Mini-Biogasanlage geht in Maua in Betrieb

Jena  Das Gerät soll ab März über den Bioenergie Verbund erhältlich sein, an dem Hochschulen und Firmen beteiligt sind.

Anja Siegesmund ließ sich im Bioenergie Verbund Thüringen in Jena aktuelle Forschungsprojekte zu regenerativen Energien erläutern. Dazu gehörte eine energieautarke Kläranlage, die Alexander Riedel (links) vorstellte. Walter Lösch und Christian Huck (2. von rechts) hörten ebenfalls zu.

Foto: Florian Girwert

Im Jenaer Ortsteil Maua ist am Freitagmittag die Mini-Biogasanlage „VillageBiogas“ in Betrieb genommen worden. Damit soll ein wichtiger Schritt zur vollständigen und gärrestfreien Verwertung von Biomasse-Abfällen wie Gras oder Laub getan werden, hieß es zur Inbetriebnahme.
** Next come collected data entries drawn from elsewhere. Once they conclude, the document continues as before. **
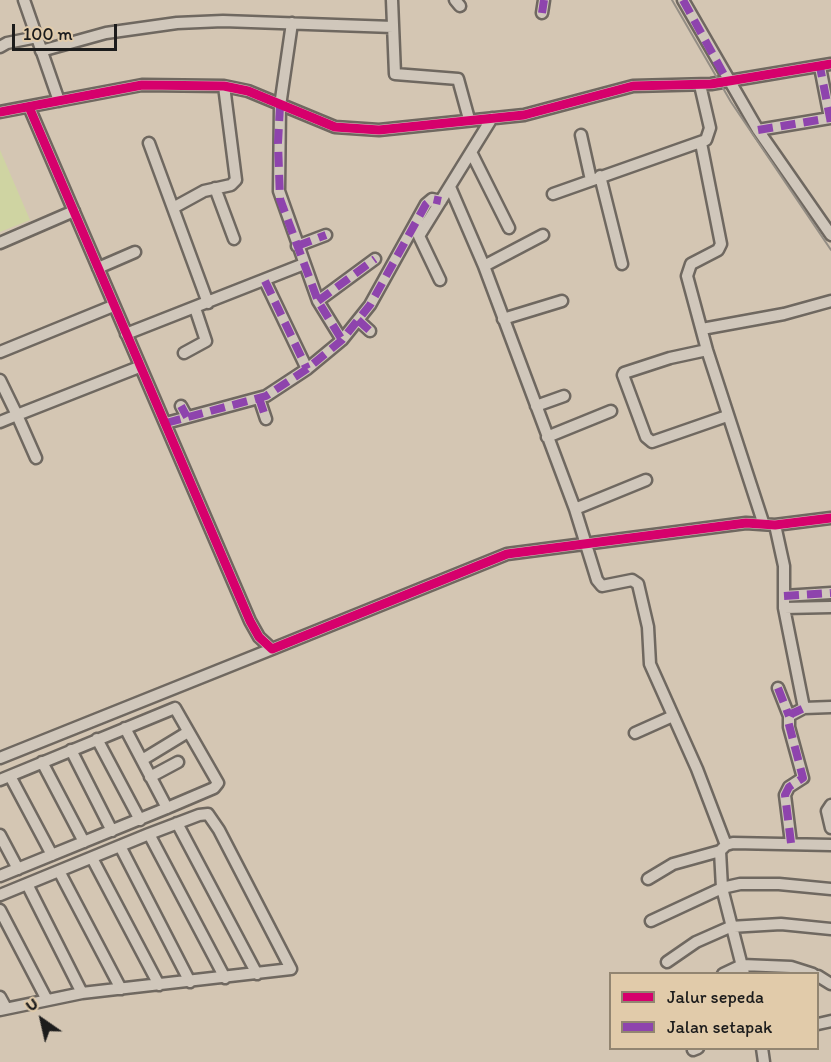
<!DOCTYPE html>
<html>
<head>
<meta charset="utf-8">
<style>
  body { margin:0 }
  #map { position:relative; width:831px; height:1062px; overflow:hidden; background:#d4c6b3; font-family:Itim,sans-serif }
  canvas { display:block }
  .legend { position:absolute; left:609px; top:972px; width:210px; height:78px; box-sizing:border-box; background:#e1cbaa; border:2px solid #928571; margin:0; padding:8px 10px; list-style:none; font-size:18px; color:#1c1c1c }
  .legend li { display:flex; align-items:center; gap:12px; height:30px }
  .legend b { width:30px; border:2px solid #928571 }
  .north { position:absolute; left:12px; top:990px; width:60px; height:60px; -webkit-text-stroke:4px #e1cbaa; paint-order:stroke; rotate:326deg; font-size:16px; font-weight:700; line-height:24px; text-align:center; color:#1c1c1c }
  .north::after { content:''; display:block; margin:auto; width:21px; height:27px; background:#1c1c1c; clip-path:polygon(50% 0,100% 100%,50% 72%,0 100%) }
  .scale { position:absolute; left:12px; top:24px; width:105px; height:27px; box-sizing:border-box; border:3px solid #1c1c1c; border-top:0; padding-left:8px; font-size:18px; line-height:21px; white-space:nowrap; color:#1c1c1c; -webkit-text-stroke:4px #e1cbaa; paint-order:stroke }
</style>
</head>
<body>
<div id="map">
<canvas width="831" height="1062"></canvas>
<ul class="legend">
<li><b style="height:8px;background:#d6006c"></b>Jalur sepeda</li>
<li><b style="height:8px;background:#8e44ad"></b>Jalan setapak</li>
</ul>
<div class="north">U</div>
<div class="scale">100 m</div>
</div>
<script>
const g = document.querySelector('canvas').getContext('2d');
g.lineJoin = 'round';
function fill(path, color) { g.fillStyle = color; g.fill(path, 'evenodd'); }
const shape = rows => new Path2D(rows.map(r => 'M' + r).join(''));
function trace(path, color, width, dash) { g.strokeStyle = color; g.lineWidth = width; g.lineCap = dash ? 'butt' : 'round'; g.setLineDash(dash || []); g.stroke(path); }
fill(shape([
  [0,150,30,220,0,232]
]), '#cfd4a2');
const minor = shape([
  [24,0,59,101],
  [392,0,395,74,458,79,469,119],
  [455,0,460,6],
  [683,0,758,130,831,235],
  [542,13,544,0],
  [292,23,280,106,279,191,318,301,342,340],
  [0,47,7,43,37,37],
  [41,51,106,33,177,23,223,21,393,27],
  [29,107,250,621,259,637,272,649,507,554,746,523,775,525,831,518],
  [0,112,142,85,224,86,248,91,335,127,379,130,524,115,633,86,711,84,831,64],
  [758,130,830,118,820,67],
  [581,135,591,180],
  [149,143,208,303],
  [701,143,721,244,718,250,691,264,687,276,707,350,763,522],
  [471,152,509,228],
  [600,176,622,264],
  [450,187,484,266,575,509,597,580,602,586,632,580,638,584,648,627,650,664,697,769,726,845],
  [215,188,234,239],
  [553,194,706,140,710,128,700,85],
  [173,208,204,191,231,185,236,180,224,86],
  [0,243,74,211],
  [297,246,326,235],
  [484,266,543,235],
  [98,268,135,252],
  [440,280,419,236,492,118],
  [265,281,307,369],
  [318,301,375,259],
  [503,319,562,301],
  [358,320,370,331],
  [702,329,784,314,831,301],
  [126,334,304,264],
  [707,350,670,358,624,373,623,375,646,437,652,442,727,416],
  [0,352,113,306],
  [184,353,206,341,195,308],
  [0,380,17,415,0,422],
  [259,398,266,419],
  [181,406,187,417],
  [536,406,564,396],
  [166,423,266,396,307,369,342,340,370,305,426,204,432,199,441,201],
  [547,437,611,411],
  [36,458,17,415,139,367],
  [575,509,646,480],
  [775,525,784,566,784,608,804,708],
  [784,596,831,593],
  [784,608,831,607],
  [778,688,789,716],
  [125,728,167,808],
  [635,733,673,716],
  [97,739,140,820],
  [71,750,112,831],
  [0,758,272,649],
  [142,760,188,732],
  [42,762,84,842],
  [10,776,52,855],
  [150,777,178,762],
  [0,780,175,708,218,783,214,788,167,808,0,876],
  [831,805,827,811,831,828],
  [177,823,257,974],
  [149,834,225,978],
  [0,835,18,869],
  [791,843,785,795,789,787,803,778,789,727,789,716,804,708,831,707],
  [120,846,190,982],
  [92,858,159,985],
  [59,871,121,989],
  [648,879,673,864,720,851],
  [27,884,82,993],
  [0,895,149,834,199,815,208,814,219,830,291,969,82,993,0,1010],
  [0,910,47,1000],
  [651,921,722,888,740,884,779,884,831,889],
  [667,962,696,942,730,927,781,924,831,929],
  [723,974,742,965,791,967,813,974],
  [744,974,722,888,720,851,726,845,733,843,831,845],
  [818,976,831,984],
  [0,997,6,1008],
  [818,1024,831,1021],
  [762,1048,764,1062],
  [693,1050,698,1048]
]);
trace(minor, '#6f6860', 15);
trace(minor, '#d0c7bb', 10);
trace(shape([
  [672,0,731,102,831,250]
]), '#938d84', 2);
trace(shape([
  [683,0,727,80],
  [542,13,544,0],
  [280,106,278,143,280,199,318,301,342,340],
  [758,130,830,118,820,67],
  [297,246,326,235],
  [265,281,307,369],
  [318,301,375,259],
  [358,320,370,331],
  [259,398,266,419],
  [181,406,187,417],
  [166,423,266,396,307,369,342,340,370,305,426,204,432,199,441,201],
  [784,596,831,593],
  [778,688,789,716],
  [791,843,785,795,789,787,803,778,788,721,791,714,804,708]
]), '#8e44ad', 8, [15, 8]);
trace(shape([
  [29,107,250,621,259,637,272,649,507,554,746,523,775,525,831,518],
  [0,112,142,85,224,86,248,91,335,127,379,130,524,115,633,86,711,84,831,64]
]), '#d6006c', 9);
</script>
</body>
</html>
Dafür war eigens Thüringens Umweltministerin Anja Siegesmund (Grüne) gekommen, die sich gleich noch über eine Reihe von Forschungsprojekten des Bioenergie Verbund Thüringen e.V. aufklären ließ.

Der Verbund arbeitet zusammen mit einer ganzen Reihe von Netzwerk-Partnern nicht nur an der Weiterentwicklung von Biogas-Anlagen, sondern auch zum Beispiel an der Entwicklung einer energieautarken Kläranlage. Zu den Partnern gehören Hochschulen, aber auch Firmen aus Jena und Ostthüringen.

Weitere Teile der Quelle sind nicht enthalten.